* WHAT YOU WILL DO
Exact copy, no pictures: return all the data below as written.
##### GIVEN DATA
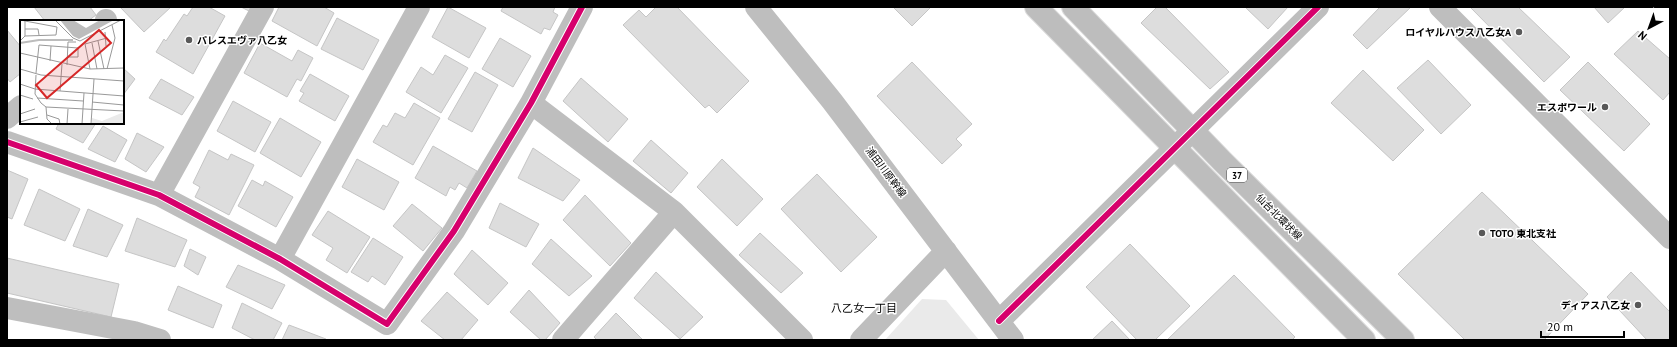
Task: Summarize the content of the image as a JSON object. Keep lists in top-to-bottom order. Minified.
{"streets":{"main road":["37","仙台北環状線"],"street":["浦田川原幹線"]},"districts":["八乙女一丁目"],"places":["ロイヤルハウス八乙女A","パレスエヴァ八乙女","エスポワール","TOTO 東北支社","ディアス八乙女"],"scale_bar":"20 m","north":"bottom left"}
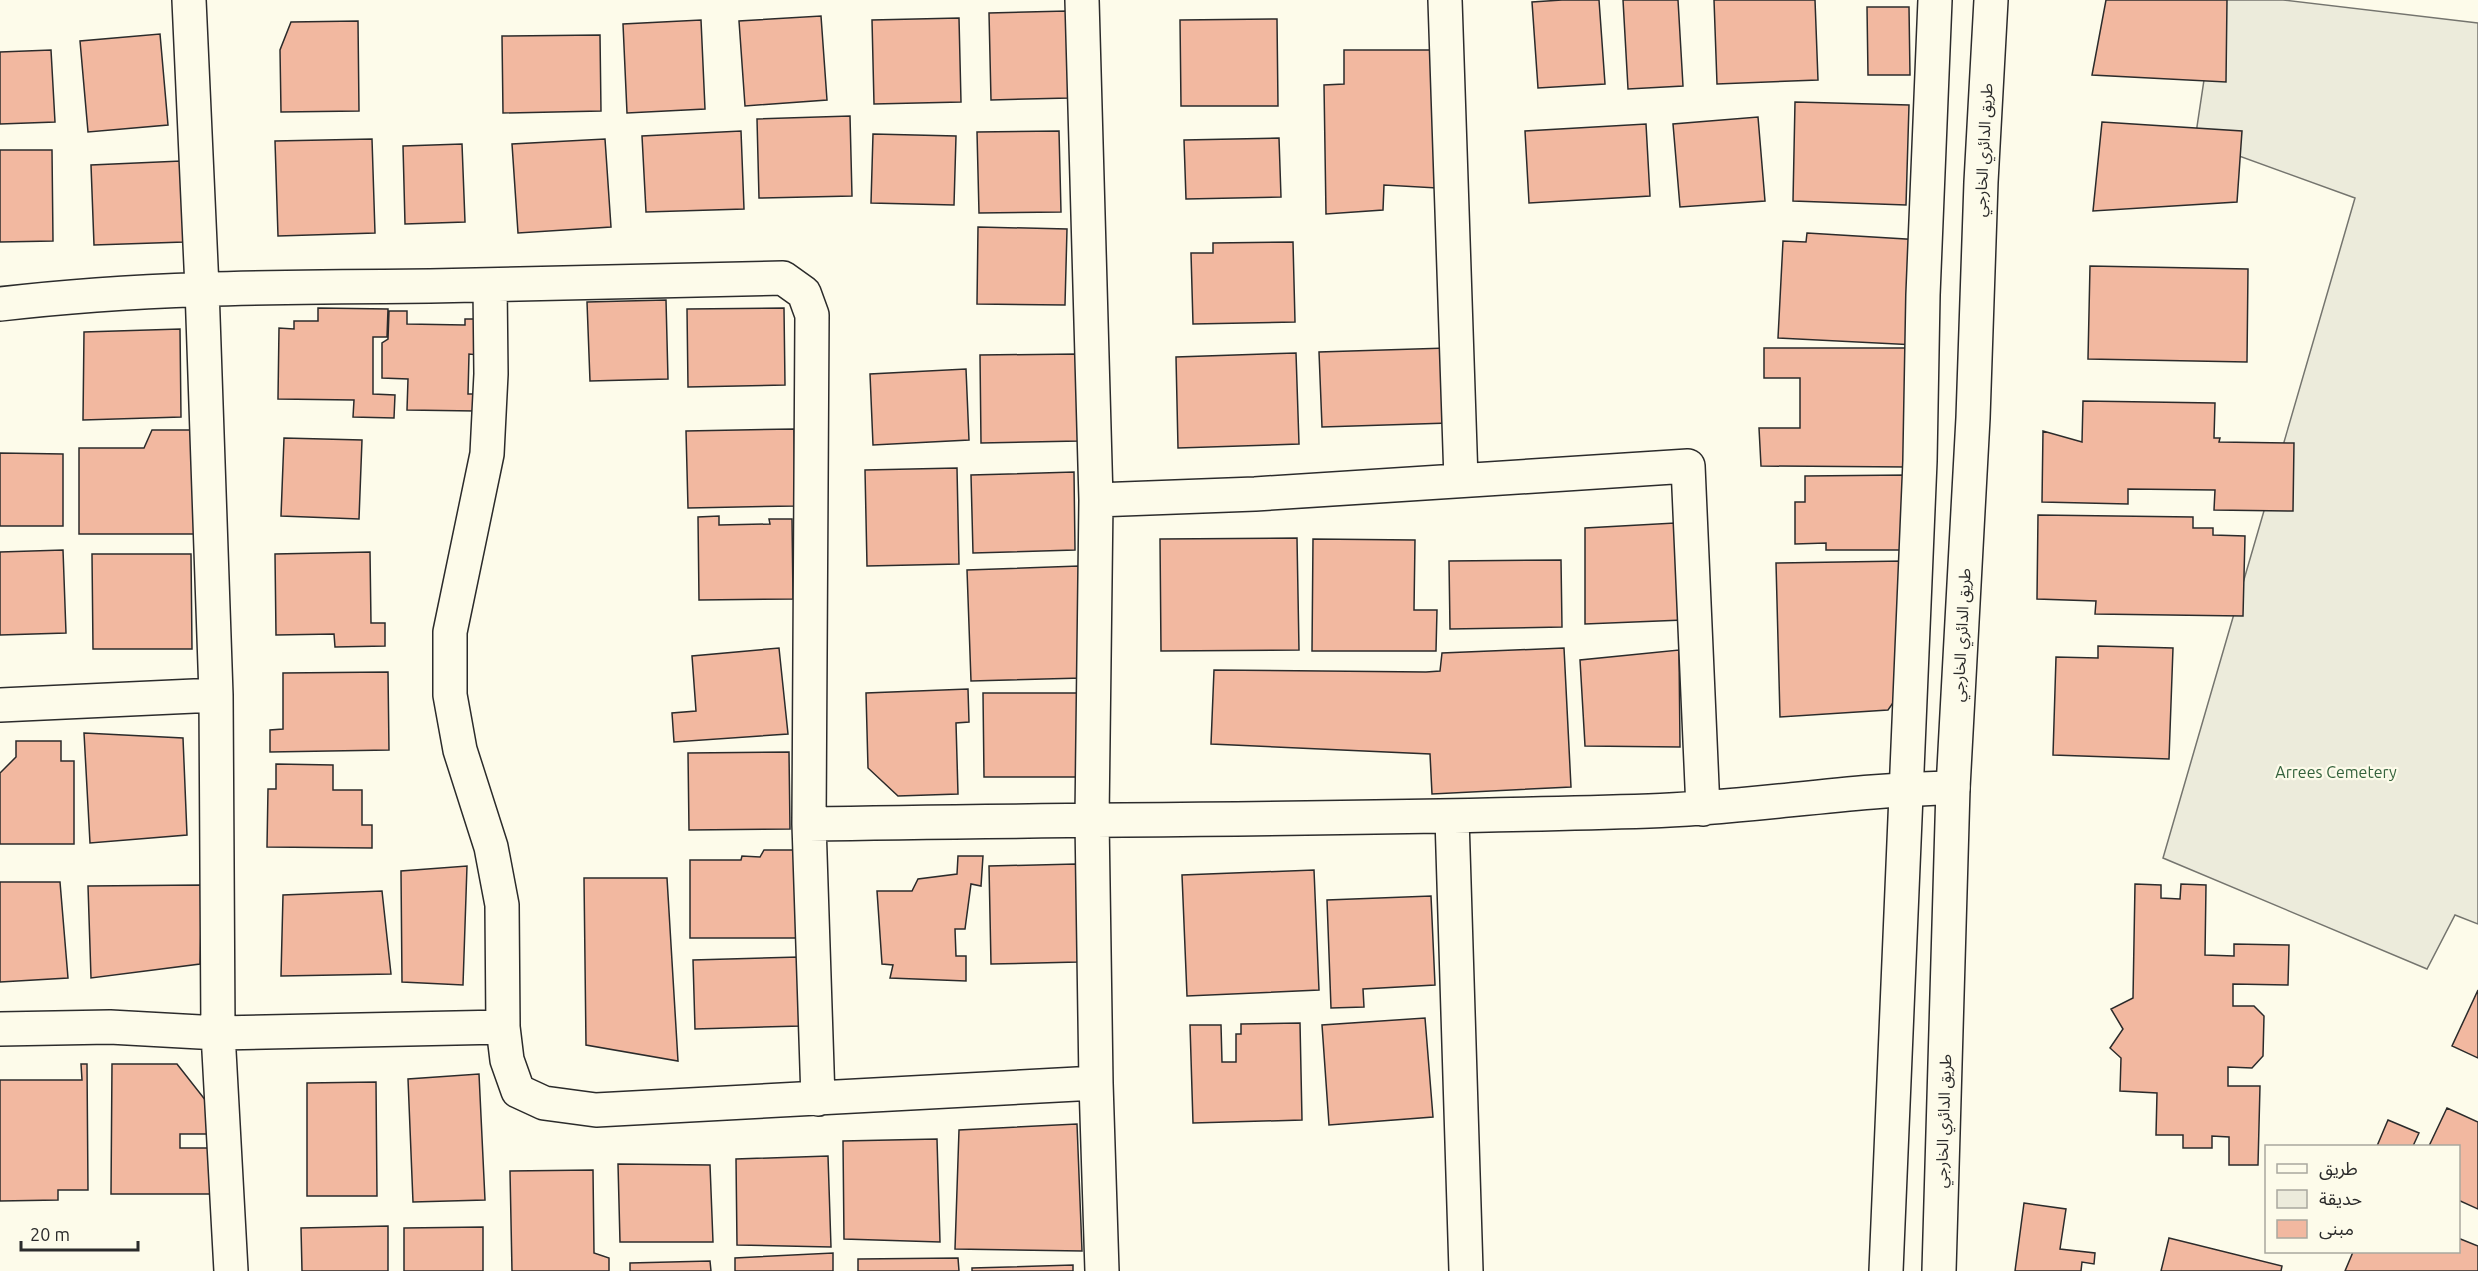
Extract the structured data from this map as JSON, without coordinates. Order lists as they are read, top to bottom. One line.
##########
* WRITTEN SOLUTION
Task: Summarize the content of the image as a JSON object. Keep lists in top-to-bottom order. Minified.
{"streets":{"main road":["37","仙台北環状線"],"street":["浦田川原幹線"]},"districts":["八乙女一丁目"],"places":["ロイヤルハウス八乙女A","パレスエヴァ八乙女","エスポワール","TOTO 東北支社","ディアス八乙女"],"scale_bar":"20 m","north":"bottom left"}
Extract the structured data from this map as JSON, without coordinates. Order lists as they are read, top to bottom. One line.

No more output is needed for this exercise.